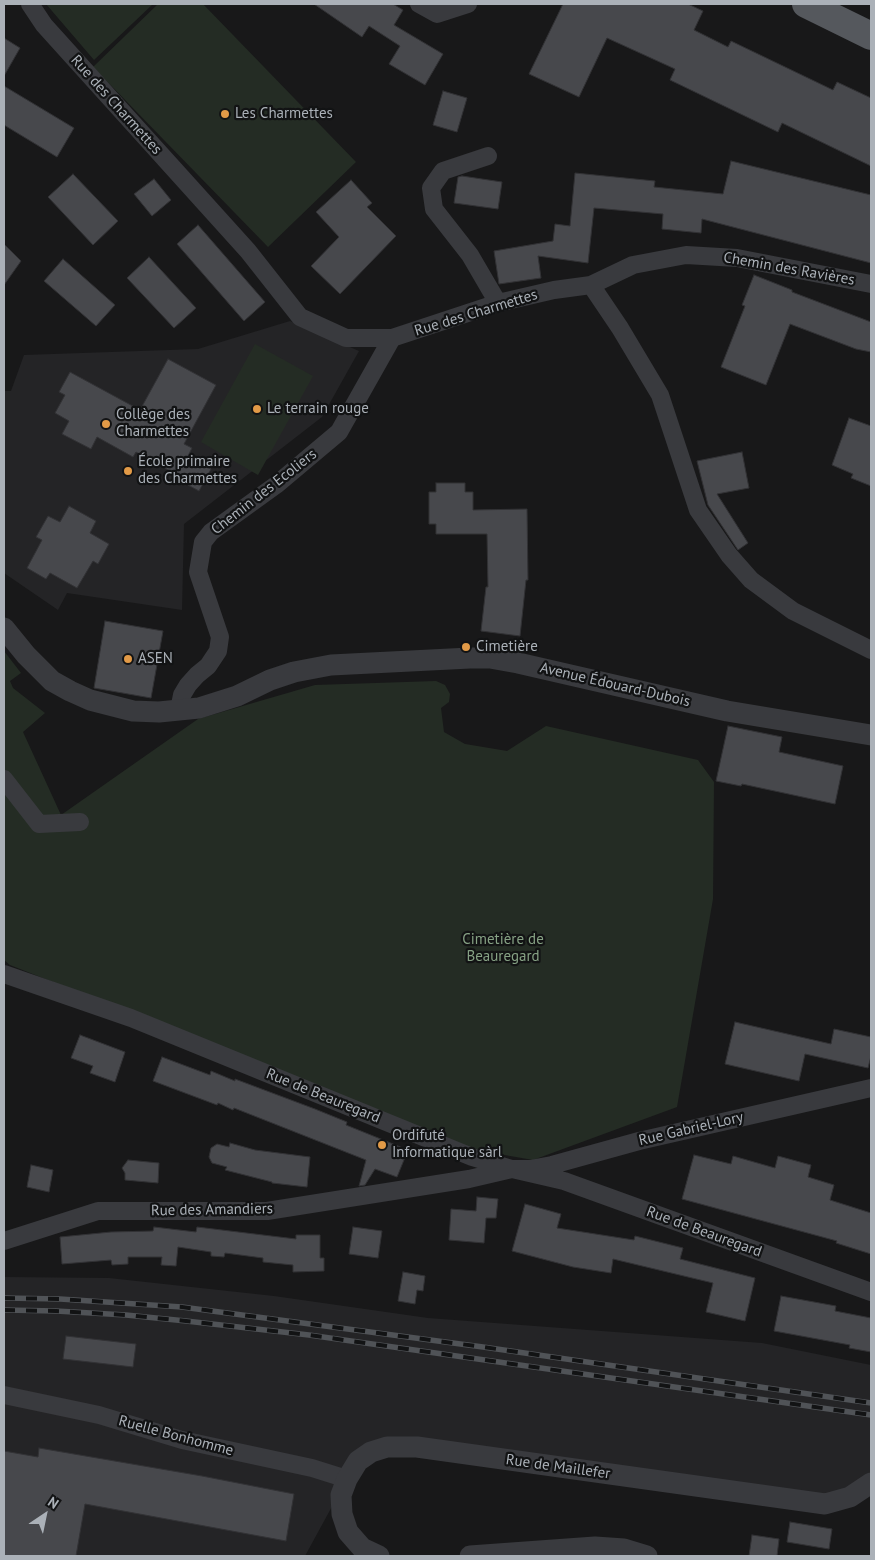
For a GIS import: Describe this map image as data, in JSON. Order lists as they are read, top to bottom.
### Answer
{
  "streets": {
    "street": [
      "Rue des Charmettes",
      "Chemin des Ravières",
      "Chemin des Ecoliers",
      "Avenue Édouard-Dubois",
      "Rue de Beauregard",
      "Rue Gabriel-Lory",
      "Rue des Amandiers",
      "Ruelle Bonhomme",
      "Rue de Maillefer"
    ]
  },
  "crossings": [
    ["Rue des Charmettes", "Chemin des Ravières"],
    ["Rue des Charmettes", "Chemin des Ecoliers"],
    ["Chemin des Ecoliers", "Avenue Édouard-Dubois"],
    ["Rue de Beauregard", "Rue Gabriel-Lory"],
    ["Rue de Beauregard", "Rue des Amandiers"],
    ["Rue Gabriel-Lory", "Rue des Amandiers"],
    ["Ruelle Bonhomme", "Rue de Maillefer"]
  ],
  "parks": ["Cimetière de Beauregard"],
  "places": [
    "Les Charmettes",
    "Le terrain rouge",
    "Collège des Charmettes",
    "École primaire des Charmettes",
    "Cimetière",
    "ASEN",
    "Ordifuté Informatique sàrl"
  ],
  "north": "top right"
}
======
### Task goal
From the lines above, copy those that contain the word "Bonhomme".

### Worked solution
      "Ruelle Bonhomme",
    ["Ruelle Bonhomme", "Rue de Maillefer"]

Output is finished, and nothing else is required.